The human conscience separates man from the animals, therefore justifications to get past the conscience are not an option. Unless the conscience has been dulled to the point of being depraved it is mandatory to justify behavior; there is no choice, conscience demands it.
Unfortunately, justifications do not have to be strong in order to get by the conscience. The justification can be so weak it is laughable to everyone except the one using it. Healthy thinkers give great care to the reasons for their behavior; flawed thinkers do not. “You hurt me a little, therefore I am justified in hurting you a lot,” is so weak that a healthy thinker would see it as not only being weak, but being pathetic. Flawed thinkers live by the rusty rule: “treat others the way they treat you.”
A good example is using the justification that, “it is best for the children,” when divorcing. That is not even close to being true. The loss of a parent is devastating to a child. It is not the children who are being considered, it is the need to justify a behavior. Justifications that are weak are strengthened by thinking errors. Emotional pain carriers can be expected to use both weak justifications and thinking errors.

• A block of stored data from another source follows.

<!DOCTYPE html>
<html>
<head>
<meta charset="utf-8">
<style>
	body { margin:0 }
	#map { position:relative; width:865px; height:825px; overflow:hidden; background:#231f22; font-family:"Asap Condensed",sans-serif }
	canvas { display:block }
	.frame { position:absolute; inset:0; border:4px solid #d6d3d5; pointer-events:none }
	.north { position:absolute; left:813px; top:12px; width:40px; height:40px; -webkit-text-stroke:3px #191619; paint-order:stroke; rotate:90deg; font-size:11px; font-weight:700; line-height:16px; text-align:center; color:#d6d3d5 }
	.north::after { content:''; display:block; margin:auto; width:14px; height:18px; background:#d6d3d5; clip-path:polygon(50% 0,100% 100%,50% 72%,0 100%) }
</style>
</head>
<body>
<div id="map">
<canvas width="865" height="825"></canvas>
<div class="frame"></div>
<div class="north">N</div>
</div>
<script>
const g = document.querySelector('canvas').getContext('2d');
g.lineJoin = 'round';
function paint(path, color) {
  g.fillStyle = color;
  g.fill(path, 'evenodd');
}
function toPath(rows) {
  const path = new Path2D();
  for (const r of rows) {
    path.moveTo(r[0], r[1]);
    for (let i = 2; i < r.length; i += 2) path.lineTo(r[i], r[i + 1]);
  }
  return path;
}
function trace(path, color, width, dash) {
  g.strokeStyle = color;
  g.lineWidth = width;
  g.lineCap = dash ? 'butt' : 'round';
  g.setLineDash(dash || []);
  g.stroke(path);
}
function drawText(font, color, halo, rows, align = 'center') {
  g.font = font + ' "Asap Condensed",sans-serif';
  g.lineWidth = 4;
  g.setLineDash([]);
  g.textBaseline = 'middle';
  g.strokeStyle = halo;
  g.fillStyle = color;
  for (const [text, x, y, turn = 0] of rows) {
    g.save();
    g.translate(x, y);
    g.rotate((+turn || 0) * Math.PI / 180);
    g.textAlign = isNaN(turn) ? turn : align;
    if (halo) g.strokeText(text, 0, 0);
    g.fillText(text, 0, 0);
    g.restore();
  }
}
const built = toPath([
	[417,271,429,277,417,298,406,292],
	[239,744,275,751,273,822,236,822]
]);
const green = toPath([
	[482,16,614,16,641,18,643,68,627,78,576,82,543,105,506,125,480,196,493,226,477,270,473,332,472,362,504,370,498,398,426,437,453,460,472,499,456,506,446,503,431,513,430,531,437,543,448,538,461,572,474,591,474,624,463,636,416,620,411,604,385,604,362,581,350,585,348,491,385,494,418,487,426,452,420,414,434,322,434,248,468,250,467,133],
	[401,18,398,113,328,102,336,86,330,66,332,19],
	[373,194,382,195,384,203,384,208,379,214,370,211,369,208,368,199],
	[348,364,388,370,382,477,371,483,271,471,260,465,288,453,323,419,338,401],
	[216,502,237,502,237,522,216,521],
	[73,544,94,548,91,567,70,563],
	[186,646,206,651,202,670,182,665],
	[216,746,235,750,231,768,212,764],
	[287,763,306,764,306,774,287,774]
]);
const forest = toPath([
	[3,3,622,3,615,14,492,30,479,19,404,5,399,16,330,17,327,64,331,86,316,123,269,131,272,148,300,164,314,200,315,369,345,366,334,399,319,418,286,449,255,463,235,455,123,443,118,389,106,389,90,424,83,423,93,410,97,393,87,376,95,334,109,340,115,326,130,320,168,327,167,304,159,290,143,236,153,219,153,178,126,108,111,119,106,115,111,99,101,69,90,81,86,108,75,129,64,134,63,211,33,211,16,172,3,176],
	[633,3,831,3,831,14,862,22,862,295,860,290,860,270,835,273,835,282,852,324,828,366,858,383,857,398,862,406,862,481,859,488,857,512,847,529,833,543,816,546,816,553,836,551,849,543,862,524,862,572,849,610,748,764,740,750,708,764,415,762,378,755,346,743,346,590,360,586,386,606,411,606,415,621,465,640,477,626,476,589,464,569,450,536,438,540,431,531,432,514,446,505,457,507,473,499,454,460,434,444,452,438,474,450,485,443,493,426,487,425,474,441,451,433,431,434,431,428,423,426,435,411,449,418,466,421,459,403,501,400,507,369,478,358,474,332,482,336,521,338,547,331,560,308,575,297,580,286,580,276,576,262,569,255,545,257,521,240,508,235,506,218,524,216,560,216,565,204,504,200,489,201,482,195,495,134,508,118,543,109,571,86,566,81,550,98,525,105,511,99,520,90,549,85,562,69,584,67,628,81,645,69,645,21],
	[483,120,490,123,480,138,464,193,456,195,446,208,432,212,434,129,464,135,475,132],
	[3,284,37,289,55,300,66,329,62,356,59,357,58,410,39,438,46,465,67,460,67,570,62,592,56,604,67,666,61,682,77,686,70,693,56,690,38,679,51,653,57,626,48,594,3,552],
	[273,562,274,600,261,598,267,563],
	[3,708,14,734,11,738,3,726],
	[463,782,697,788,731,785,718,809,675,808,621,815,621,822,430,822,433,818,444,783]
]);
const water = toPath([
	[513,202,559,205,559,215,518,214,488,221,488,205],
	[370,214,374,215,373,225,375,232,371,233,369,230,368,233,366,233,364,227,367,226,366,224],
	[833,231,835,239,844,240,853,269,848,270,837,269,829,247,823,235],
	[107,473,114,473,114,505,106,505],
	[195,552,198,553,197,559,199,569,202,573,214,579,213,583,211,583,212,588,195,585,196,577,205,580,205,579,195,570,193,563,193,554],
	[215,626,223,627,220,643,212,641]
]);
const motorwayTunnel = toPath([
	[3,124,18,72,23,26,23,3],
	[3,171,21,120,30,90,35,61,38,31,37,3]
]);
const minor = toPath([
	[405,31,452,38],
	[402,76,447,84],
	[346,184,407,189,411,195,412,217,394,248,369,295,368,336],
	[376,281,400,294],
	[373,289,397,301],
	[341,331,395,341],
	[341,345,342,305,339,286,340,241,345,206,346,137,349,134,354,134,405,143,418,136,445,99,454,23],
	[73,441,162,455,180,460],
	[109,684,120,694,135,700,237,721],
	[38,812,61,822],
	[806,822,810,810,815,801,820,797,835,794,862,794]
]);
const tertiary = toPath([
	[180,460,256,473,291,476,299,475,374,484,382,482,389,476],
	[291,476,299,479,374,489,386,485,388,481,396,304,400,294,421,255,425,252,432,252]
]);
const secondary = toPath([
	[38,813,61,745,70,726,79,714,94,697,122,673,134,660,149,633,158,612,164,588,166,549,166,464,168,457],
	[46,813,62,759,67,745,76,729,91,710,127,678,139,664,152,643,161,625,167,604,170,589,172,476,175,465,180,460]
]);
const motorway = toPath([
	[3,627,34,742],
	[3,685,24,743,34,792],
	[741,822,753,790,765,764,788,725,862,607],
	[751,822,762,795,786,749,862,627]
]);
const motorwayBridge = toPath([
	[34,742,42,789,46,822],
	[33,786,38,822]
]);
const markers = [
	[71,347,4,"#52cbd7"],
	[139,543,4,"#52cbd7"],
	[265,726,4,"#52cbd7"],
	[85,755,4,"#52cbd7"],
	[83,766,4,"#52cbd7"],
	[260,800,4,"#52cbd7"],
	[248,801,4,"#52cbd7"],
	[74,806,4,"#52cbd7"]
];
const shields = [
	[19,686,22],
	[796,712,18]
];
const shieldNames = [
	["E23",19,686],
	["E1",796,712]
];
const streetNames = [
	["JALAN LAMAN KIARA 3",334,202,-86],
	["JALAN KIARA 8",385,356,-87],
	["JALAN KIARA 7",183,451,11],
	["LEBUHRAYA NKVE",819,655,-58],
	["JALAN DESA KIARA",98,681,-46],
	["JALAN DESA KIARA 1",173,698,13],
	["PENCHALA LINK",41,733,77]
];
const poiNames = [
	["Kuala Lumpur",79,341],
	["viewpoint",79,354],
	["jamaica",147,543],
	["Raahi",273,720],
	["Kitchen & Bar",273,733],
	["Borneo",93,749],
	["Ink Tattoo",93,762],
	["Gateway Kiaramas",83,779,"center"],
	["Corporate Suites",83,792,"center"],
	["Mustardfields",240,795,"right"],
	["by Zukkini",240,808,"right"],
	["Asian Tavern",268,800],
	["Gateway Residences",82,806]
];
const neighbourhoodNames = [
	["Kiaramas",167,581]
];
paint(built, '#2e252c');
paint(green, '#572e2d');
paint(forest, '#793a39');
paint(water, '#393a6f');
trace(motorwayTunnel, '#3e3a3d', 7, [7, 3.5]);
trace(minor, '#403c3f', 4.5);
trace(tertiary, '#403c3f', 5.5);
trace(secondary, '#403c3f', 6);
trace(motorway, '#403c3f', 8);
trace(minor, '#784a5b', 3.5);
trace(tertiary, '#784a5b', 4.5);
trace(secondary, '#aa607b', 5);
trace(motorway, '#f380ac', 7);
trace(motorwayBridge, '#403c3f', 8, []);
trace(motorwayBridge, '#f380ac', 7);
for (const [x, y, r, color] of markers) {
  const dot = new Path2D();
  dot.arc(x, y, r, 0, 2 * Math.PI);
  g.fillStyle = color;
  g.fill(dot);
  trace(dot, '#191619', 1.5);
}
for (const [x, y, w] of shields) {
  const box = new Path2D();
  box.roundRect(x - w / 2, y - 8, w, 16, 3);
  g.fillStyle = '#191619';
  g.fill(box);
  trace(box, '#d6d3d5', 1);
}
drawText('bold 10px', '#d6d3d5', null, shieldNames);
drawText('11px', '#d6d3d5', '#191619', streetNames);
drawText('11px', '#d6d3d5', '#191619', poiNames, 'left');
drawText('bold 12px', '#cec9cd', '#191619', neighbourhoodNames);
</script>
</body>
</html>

He or she wanted it, or they came on to me is commonly used by those seeking to justify sexual crimes. The authority figure is always responsible for a child’s behavior. If a child suggested robbing a bank or burning down a school building it is not likely the authority figure would agree to that behavior. But if the authority figure wants to have sex with a child the weakest of justifications will do. How logical is the justification, “I’m just helping him to develop?” Justifications do not have to be strong to work. Accurate thinking and positive motives eliminate weak justifications. Thinking errors along with negative motives breed weak justification for engaging in harmful behaviors. Learning to process emotional pain is a positive effort in the right direction when it comes to sound justifications.
"The justifications I used to rationalize using self-destructive behaviors was unbelievably weak. Looking at it from the prospective of a trained pain processor, it’s difficult to understand how I could have ever become so flawed in my thought process as to allow it even for a moment. I told myself I wasn’t hurting anyone but myself. Nothing could have been further from the truth. After I recovered from the devastation of flawed thinking a good friend of mine in North Georgia told me that when she saw me on the six o’clock news I could not have hurt her more if I had doubled up my fist and hit her square on the nose. Justifications don’t have to be strong to work.
I hurt everyone around me: my wife, my children, my family, friends, neighbors, people I worked for and with; and I didn’t just hurt the church, I persecuted it."